### Recorded data

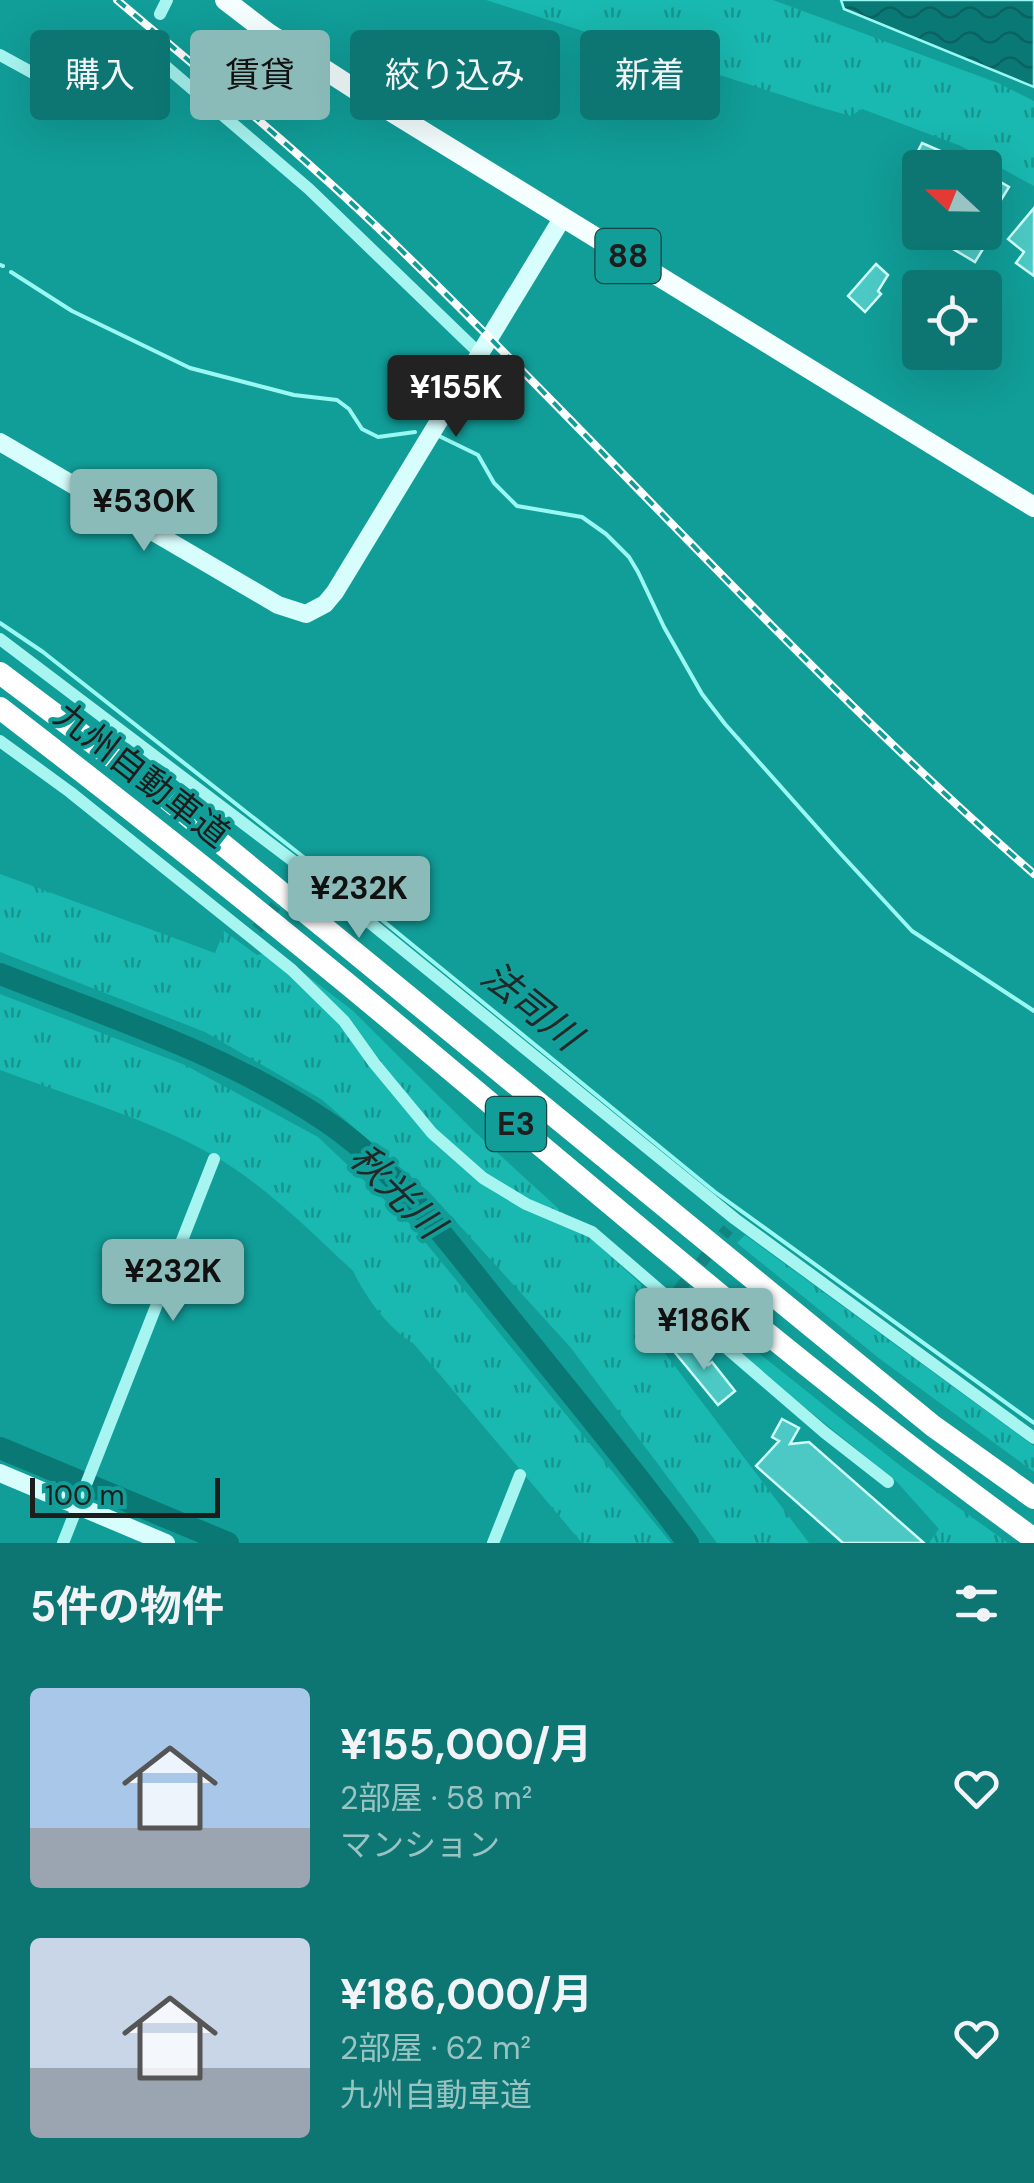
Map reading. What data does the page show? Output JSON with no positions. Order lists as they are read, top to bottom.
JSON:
{
  "streets": {
    "highway": ["九州自動車道", "E3"],
    "main road": ["88"]
  },
  "water": ["法司川", "秋光川"],
  "scale_bar": "100 m",
  "north": "left",
  "page": {
    "chip": [
      "購入",
      "賃貸",
      "絞り込み",
      "新着"
    ],
    "price": [
      "¥155K",
      "¥530K",
      "¥232K",
      "¥232K",
      "¥186K"
    ],
    "scale": "100 m",
    "heading": "5件の物件",
    "list": [
      {
        "name": "¥155,000/月",
        "note": "2部屋 · 58 m² · マンション"
      },
      {
        "name": "¥186,000/月",
        "note": "2部屋 · 62 m² · 九州自動車道"
      }
    ]
  }
}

######

## Instructions for the task
Return the records above exactly as written, but without any of the pictures.

## Answer area
Map reading. What data does the page show? Output JSON with no positions. Order lists as they are read, top to bottom.
JSON:
{
  "streets": {
    "highway": ["九州自動車道", "E3"],
    "main road": ["88"]
  },
  "water": ["法司川", "秋光川"],
  "scale_bar": "100 m",
  "north": "left",
  "page": {
    "chip": [
      "購入",
      "賃貸",
      "絞り込み",
      "新着"
    ],
    "price": [
      "¥155K",
      "¥530K",
      "¥232K",
      "¥232K",
      "¥186K"
    ],
    "scale": "100 m",
    "heading": "5件の物件",
    "list": [
      {
        "name": "¥155,000/月",
        "note": "2部屋 · 58 m² · マンション"
      },
      {
        "name": "¥186,000/月",
        "note": "2部屋 · 62 m² · 九州自動車道"
      }
    ]
  }
}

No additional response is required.